Les messageries instantanées ont su tirer parti des avantages des SMS, en dépassant leurs limites initiales (tarif ridiculement élevé, contraintes de taille, absence d’accusé de réception...). On pouvait répondre simplement, sur base d’un numéro de téléphone, sans frais de communication et avec un niveau de confiance assez élevé. Certes, il fallait vendre son âme (et ses données) à l’un ou l’autre géant du numérique, mais qui s’en soucie vraiment quand il leur a déjà laissé son code de carte bancaire, sa date de naissance, sa géolocalisation en temps réel et d’innombrables photographies permettant de reconstituer l’intégralité de son existence.
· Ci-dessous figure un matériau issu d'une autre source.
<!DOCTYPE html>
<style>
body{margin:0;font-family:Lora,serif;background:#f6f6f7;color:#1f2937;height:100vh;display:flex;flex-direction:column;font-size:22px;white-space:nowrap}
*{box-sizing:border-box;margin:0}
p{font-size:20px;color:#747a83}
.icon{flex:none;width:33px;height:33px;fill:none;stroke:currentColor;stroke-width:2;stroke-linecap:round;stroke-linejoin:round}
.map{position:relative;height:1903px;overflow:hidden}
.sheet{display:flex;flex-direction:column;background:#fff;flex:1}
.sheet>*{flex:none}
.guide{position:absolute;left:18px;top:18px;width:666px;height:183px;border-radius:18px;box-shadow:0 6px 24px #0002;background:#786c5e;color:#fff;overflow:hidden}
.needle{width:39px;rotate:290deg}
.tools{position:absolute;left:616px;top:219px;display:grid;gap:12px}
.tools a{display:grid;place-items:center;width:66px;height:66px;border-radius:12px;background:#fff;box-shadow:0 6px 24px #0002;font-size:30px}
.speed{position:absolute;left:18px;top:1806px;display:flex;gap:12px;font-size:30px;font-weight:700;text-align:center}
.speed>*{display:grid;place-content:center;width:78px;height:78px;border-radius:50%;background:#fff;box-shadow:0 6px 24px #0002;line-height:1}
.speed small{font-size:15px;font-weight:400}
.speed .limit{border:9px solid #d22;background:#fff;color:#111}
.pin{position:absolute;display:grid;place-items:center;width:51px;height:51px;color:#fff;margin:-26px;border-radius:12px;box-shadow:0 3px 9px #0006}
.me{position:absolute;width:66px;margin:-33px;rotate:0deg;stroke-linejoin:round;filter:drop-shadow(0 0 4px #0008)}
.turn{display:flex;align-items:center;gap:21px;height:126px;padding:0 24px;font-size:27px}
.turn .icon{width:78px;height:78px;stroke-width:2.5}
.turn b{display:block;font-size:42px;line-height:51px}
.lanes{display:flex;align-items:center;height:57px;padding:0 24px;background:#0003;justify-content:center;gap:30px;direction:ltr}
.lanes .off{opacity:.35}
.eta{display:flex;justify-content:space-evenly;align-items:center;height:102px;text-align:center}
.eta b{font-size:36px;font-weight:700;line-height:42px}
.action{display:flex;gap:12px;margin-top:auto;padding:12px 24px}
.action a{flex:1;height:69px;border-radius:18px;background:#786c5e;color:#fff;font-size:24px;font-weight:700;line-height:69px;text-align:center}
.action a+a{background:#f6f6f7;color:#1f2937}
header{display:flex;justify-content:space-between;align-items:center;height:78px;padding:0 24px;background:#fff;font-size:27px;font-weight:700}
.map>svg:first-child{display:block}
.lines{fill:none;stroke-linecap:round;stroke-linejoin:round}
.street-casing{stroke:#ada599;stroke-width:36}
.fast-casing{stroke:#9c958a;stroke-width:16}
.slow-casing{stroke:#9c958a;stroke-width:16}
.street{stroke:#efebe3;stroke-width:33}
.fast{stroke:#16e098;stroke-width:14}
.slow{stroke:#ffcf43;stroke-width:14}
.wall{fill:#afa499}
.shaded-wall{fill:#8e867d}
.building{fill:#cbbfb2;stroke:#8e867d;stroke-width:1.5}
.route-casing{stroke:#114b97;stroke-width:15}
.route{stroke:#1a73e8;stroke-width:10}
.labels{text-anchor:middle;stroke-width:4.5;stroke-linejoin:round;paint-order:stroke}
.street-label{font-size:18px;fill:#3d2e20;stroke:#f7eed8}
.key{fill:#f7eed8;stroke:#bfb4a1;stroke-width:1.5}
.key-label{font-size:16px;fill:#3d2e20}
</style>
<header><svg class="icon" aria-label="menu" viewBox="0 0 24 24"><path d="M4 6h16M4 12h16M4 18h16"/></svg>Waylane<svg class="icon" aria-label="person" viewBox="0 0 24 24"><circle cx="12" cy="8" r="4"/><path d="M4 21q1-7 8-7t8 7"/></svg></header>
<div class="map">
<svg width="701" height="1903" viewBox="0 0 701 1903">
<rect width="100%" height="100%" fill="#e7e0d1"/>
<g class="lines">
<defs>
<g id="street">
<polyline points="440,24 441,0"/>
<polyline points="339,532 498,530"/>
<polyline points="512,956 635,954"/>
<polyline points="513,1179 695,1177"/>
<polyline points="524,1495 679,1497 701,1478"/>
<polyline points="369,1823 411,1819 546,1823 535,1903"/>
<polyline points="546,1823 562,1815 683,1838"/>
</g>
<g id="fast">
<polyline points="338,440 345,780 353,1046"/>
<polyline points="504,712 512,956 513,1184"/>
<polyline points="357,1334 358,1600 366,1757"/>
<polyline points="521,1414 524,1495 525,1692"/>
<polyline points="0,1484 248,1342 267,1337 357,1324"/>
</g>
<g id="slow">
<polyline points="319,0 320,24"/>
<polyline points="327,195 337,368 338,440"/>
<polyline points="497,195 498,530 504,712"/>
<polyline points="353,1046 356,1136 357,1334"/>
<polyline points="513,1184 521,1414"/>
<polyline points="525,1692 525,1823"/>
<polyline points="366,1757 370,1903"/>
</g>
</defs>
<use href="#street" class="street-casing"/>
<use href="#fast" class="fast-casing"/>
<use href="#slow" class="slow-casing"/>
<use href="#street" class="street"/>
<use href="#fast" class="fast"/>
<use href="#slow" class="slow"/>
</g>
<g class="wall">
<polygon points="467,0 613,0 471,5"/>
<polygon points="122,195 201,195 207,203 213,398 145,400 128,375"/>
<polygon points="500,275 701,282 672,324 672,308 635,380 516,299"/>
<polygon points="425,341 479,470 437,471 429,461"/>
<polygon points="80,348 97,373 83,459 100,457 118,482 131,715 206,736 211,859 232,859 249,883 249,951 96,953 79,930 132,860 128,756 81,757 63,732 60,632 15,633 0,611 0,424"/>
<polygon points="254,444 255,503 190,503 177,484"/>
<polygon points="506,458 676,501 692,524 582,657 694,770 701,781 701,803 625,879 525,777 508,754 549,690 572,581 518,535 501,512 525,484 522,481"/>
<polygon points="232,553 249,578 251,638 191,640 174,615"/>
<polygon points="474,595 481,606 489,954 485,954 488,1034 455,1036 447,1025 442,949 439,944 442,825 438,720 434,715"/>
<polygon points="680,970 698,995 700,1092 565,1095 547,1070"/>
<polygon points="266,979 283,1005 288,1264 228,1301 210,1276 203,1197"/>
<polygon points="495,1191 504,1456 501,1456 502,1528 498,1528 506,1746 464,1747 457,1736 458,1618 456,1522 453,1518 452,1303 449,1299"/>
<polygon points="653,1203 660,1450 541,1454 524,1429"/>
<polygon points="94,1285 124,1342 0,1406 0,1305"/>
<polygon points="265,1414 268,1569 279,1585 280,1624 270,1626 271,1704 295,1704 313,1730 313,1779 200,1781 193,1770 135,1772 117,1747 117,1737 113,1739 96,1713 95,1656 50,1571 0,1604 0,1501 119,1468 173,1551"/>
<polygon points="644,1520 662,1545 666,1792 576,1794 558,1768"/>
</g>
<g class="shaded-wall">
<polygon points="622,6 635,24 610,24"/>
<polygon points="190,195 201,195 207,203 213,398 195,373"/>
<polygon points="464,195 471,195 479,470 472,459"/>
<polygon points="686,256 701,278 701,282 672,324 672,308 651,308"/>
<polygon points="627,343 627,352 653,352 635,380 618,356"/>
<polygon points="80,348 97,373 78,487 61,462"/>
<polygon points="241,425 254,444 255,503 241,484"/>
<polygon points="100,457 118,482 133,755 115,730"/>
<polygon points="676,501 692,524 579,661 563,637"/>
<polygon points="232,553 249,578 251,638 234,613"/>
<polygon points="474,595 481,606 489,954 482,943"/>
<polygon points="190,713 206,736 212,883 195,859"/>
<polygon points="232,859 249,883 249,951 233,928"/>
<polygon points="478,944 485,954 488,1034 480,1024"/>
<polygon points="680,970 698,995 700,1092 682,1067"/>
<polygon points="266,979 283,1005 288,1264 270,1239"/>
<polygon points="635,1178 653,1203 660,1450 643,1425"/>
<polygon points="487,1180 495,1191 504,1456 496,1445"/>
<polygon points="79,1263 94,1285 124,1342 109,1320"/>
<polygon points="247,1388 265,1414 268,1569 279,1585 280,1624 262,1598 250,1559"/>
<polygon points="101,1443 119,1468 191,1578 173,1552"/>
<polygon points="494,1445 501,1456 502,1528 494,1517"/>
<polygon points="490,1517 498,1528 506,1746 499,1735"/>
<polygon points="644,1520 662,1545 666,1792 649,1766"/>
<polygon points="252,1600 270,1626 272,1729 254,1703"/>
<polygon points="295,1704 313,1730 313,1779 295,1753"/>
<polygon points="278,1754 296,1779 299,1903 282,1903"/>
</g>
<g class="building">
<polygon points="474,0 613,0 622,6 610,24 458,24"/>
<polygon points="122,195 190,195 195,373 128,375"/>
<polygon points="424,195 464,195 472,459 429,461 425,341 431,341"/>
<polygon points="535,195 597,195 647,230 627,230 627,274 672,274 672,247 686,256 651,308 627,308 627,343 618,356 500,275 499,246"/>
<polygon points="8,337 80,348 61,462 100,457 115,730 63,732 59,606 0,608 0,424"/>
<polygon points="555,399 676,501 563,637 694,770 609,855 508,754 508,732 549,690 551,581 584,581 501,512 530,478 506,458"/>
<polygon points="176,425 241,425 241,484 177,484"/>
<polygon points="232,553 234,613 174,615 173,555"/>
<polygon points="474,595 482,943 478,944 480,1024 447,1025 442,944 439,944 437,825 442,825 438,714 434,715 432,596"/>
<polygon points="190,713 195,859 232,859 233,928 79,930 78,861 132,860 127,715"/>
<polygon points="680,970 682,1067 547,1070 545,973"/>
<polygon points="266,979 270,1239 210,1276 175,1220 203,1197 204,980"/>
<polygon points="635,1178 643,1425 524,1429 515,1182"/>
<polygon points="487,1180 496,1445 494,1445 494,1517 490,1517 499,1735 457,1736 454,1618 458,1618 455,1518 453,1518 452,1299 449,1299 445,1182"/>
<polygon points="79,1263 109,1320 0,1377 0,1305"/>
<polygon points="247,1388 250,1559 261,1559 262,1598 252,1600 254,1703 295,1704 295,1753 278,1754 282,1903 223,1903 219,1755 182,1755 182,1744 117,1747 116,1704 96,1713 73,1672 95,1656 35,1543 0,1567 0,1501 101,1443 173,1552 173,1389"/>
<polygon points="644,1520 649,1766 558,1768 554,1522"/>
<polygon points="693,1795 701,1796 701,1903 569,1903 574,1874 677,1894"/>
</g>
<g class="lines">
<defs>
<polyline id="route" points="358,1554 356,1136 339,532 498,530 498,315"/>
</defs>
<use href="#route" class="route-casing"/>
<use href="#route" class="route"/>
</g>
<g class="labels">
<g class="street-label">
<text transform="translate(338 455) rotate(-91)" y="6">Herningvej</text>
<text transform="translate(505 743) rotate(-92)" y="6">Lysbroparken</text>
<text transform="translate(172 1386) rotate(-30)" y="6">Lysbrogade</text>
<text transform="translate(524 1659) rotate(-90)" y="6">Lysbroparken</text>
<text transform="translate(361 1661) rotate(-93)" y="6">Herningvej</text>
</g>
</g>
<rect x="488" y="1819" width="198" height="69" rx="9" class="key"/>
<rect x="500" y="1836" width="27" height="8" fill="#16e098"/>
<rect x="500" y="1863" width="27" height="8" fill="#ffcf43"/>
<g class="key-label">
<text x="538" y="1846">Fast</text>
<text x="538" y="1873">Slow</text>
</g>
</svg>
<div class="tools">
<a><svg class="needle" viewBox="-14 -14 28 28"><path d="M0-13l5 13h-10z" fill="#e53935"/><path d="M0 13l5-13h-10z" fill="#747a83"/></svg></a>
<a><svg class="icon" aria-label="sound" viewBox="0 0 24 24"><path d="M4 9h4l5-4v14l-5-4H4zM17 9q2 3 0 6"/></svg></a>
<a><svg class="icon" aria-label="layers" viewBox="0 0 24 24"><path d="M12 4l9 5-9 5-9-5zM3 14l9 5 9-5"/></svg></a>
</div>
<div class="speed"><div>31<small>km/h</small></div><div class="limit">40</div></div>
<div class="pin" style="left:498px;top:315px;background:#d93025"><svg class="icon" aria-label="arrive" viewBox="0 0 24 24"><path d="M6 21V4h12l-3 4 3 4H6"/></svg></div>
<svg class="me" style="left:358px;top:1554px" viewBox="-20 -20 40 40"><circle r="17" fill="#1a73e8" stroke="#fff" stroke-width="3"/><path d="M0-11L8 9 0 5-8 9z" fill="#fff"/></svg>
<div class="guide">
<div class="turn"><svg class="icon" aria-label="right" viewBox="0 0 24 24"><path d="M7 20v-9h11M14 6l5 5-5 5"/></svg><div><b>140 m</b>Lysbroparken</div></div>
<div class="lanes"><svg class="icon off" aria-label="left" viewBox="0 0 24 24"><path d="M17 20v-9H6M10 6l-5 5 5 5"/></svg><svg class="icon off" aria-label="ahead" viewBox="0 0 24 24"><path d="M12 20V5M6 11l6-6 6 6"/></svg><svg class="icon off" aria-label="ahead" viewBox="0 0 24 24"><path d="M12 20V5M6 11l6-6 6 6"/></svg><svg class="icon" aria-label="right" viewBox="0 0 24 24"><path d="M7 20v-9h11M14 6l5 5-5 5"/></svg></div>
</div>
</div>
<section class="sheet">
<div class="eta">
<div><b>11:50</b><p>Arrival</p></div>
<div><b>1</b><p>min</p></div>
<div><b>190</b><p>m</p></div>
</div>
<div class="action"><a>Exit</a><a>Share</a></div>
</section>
Tout était donc parfait, à l’exception des messages vocaux, que nous avons déjà évoqués (voir le Land du 1er juillet 2022).

Puis, tel le serpent de la Genèse qui entraîne la chute de l’humanité, les groupes sont apparus. Au départ, c’est évidemment une bonne idée de pouvoir discuter à plus de deux. C’est sans doute ce qu’ont dû se dire Adam et Eve. Mais après quelques années en est apparu le vrai prix à payer. Bénéficier de la possibilité de s’adresser à plusieurs personnes en un seul message, c’est aussi perdre le principe d’avoir des messages regroupés par interlocuteur, et la limitation de vos messages aux seules personnes à qui vous avez donné votre numéro. Surtout, cela va nécessiter de se poser de véritables questions existentielles.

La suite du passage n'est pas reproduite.